La pellicola inaugura la tematica religiosa che sarà al centro di molti importanti film di Bergman. I due personaggi chiave sono il cavaliere, credente ma assalito dal dubbio, e lo scudiero, indifferente, materialista. La crisi del cavaliere deriva dalla delusione della crociata cui ha preso parte. Confidandosi con il monaco che poi si manifesterà come la personificazione della Morte, Block dice: “Vorrei confessarmi ma non ne sono capace perché il mio cuore è vuoto come uno specchio che sono costretto a fissare. Mi ci vedo riflesso e provo soltanto disgusto e paura, indifferenza verso il prossimo, verso i miei irriconoscibili simili”. Bergman mostra la disperazione di un uomo che non riconosce se stesso nei suoi simili, perché non riesce a capire il valore del suo essere uomo. Si anticipa il tema della paura, che avrà grande spazio nella poetica di Bergman. Alla domanda della Morte “Non credi che sarebbe meglio morire?”, il cavaliere risponde: “L’ignoto mi atterrisce. Voglio sapere senza fede, senza ipotesi. Voglio la certezza. Voglio che Dio mi tenda la mano e scopra il suo volto nascosto e voglio che mi parli”. Qui è espressa in modo didascalico tutta la problematica esistenziale del cinema bergmaniano. La parabola è chiara e lineare.
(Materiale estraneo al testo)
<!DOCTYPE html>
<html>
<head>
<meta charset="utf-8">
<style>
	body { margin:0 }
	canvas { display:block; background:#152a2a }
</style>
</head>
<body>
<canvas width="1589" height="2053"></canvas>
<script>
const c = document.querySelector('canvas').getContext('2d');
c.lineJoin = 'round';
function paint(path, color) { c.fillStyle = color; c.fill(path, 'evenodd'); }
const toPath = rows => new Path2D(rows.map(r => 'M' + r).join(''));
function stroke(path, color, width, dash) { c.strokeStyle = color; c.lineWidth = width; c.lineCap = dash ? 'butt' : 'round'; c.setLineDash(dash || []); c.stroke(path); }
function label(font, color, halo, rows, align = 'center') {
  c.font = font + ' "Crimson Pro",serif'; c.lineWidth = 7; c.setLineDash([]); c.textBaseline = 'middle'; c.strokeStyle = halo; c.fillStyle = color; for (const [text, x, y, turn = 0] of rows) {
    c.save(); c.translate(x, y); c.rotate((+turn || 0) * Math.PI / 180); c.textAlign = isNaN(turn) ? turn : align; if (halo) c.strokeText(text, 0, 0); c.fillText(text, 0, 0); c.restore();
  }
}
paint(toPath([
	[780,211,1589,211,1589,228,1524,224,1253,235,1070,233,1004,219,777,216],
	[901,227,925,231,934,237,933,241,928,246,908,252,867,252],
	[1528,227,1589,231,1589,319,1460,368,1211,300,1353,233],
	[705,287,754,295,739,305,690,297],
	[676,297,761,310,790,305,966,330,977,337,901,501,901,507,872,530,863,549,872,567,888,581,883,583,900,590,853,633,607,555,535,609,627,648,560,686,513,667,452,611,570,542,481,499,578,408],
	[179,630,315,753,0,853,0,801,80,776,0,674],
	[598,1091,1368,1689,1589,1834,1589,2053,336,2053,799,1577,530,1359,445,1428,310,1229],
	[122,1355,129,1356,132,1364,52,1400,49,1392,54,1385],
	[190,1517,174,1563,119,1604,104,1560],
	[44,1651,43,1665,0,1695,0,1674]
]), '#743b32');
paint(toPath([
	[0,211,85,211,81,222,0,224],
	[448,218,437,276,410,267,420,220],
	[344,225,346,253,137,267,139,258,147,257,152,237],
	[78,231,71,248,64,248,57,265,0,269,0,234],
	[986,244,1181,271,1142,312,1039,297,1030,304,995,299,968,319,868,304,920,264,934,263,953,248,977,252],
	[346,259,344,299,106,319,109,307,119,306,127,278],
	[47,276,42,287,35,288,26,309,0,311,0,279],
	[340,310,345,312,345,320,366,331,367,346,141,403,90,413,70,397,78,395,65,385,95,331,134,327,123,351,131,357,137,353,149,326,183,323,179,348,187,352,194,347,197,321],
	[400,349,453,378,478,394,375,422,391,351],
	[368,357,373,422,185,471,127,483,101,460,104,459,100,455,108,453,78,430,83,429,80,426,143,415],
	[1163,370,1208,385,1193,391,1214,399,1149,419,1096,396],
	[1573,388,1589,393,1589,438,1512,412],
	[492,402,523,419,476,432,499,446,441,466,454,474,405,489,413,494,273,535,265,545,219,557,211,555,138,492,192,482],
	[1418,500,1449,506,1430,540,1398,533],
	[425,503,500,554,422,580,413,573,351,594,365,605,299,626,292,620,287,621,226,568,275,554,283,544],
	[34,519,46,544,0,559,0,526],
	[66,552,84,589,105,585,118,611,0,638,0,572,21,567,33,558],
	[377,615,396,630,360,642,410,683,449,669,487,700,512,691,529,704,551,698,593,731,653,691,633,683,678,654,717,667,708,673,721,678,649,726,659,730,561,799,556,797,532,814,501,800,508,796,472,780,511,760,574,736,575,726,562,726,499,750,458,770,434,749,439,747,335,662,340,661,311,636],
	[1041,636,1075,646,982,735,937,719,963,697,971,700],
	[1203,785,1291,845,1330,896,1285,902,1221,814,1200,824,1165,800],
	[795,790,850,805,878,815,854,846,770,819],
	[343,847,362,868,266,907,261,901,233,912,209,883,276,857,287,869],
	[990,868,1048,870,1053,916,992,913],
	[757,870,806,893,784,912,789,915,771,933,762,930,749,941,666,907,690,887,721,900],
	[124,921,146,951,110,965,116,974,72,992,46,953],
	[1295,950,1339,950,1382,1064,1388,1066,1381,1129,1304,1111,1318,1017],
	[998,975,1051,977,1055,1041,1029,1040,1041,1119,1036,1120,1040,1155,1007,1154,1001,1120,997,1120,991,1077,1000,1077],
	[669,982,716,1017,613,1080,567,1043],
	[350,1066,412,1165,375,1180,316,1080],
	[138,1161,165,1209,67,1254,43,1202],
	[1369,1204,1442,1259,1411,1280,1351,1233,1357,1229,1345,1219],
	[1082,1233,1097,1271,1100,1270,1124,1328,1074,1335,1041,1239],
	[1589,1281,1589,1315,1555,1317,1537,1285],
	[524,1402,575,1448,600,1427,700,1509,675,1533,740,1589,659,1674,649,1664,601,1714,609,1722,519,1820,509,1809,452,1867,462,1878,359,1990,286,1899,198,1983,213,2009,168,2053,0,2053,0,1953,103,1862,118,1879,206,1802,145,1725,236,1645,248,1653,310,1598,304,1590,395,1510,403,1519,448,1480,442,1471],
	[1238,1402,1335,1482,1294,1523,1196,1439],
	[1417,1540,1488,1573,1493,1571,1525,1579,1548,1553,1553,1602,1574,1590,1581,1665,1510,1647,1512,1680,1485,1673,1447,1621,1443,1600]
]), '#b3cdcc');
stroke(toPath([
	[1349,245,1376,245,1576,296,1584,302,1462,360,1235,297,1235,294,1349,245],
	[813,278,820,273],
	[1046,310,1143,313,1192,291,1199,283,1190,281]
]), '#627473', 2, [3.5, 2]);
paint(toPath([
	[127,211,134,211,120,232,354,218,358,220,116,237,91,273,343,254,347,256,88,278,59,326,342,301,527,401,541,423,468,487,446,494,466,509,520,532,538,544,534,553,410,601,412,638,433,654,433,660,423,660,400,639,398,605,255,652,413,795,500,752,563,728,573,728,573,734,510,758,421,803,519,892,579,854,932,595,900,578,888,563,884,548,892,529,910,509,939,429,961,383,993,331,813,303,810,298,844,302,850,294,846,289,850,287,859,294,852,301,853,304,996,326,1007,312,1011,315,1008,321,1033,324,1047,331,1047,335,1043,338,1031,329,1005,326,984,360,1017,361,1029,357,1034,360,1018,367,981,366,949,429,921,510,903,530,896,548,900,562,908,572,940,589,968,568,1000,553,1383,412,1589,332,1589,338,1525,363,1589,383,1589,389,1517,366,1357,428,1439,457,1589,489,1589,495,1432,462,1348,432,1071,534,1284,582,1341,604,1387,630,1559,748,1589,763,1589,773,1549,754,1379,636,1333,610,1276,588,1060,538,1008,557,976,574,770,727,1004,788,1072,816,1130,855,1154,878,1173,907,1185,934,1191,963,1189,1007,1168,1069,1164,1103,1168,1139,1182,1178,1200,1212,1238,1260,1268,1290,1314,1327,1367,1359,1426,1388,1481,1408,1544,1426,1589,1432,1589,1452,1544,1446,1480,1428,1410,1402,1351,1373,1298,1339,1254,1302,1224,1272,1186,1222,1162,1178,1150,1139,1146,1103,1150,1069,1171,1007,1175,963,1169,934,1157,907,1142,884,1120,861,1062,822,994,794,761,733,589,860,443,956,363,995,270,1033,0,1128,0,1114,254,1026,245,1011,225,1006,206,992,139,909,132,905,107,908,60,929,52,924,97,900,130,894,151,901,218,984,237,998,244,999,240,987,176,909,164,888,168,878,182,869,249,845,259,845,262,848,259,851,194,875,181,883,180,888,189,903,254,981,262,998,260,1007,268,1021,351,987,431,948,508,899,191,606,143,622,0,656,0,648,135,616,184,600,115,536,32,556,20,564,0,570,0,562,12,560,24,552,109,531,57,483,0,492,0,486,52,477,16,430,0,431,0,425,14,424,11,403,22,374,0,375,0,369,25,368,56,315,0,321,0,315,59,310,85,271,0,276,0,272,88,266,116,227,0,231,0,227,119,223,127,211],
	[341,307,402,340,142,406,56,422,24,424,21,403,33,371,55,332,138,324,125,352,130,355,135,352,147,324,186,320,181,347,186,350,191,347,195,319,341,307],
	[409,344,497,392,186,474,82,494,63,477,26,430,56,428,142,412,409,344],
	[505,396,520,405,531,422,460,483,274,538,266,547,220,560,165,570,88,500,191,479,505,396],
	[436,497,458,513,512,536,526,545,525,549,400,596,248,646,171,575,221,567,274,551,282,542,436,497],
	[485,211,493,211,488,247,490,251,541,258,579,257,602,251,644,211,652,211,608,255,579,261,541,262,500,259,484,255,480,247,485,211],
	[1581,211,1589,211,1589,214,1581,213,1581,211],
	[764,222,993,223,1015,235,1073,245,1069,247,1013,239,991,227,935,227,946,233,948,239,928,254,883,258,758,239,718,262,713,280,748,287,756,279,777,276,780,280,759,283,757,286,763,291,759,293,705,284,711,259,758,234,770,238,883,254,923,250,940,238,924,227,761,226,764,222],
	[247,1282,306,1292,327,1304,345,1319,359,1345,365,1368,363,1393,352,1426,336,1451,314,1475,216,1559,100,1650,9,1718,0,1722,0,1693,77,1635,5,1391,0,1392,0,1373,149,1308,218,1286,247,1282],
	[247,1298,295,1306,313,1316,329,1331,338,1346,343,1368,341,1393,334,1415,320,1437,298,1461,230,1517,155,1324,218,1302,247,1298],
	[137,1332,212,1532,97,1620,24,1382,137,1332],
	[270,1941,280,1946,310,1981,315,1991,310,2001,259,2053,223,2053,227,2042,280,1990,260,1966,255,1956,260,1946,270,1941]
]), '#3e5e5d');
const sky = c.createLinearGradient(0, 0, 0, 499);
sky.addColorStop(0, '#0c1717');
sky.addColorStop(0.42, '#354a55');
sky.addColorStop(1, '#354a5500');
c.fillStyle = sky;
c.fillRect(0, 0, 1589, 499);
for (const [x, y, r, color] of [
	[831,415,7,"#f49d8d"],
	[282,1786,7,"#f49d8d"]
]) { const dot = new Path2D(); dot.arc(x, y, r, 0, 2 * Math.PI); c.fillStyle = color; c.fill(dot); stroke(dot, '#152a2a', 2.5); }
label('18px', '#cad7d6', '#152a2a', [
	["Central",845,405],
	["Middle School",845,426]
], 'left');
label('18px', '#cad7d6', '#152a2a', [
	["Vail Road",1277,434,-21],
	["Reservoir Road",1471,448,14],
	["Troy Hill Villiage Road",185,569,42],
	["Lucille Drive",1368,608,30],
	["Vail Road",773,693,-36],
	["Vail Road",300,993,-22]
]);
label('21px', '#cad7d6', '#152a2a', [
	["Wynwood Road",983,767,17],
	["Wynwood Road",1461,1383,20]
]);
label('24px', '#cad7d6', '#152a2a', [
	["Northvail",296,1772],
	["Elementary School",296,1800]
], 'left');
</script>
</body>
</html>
La rappresentazione cinematografica in questo caso non serve a dare risposte, ma a sollevare domande ed interrogativi, come la Morte non offre alcuna risposta al cavaliere che, reduce dalle crociate, si interroga sul senso delle cose, sullo scopo ultimo della vita. “Il settimo sigillo” mostra la reazione dell’uomo di fronte all’incomprensibile, al dubbio sull’effettiva esistenza di un disegno divino, provvidenziale. La metafora della partita a scacchi con la Morte diventa dunque un capolavoro: è un gioco, ma c’è in ballo la vita. Tema centrale della pellicola è proprio la ricerca di Dio, un Dio che pare indifferente alle suppliche dei suoi proseliti. Bergman dipinge un Medioevo oscuro e violento, un paese sconvolto dalla pestilenza, dalla disperazione, nel quale vivono il terrore e il fanatismo religioso. “Il settimo sigillo” non è un film sulla morte, è una profonda riflessione sulla vita e sul suo significato.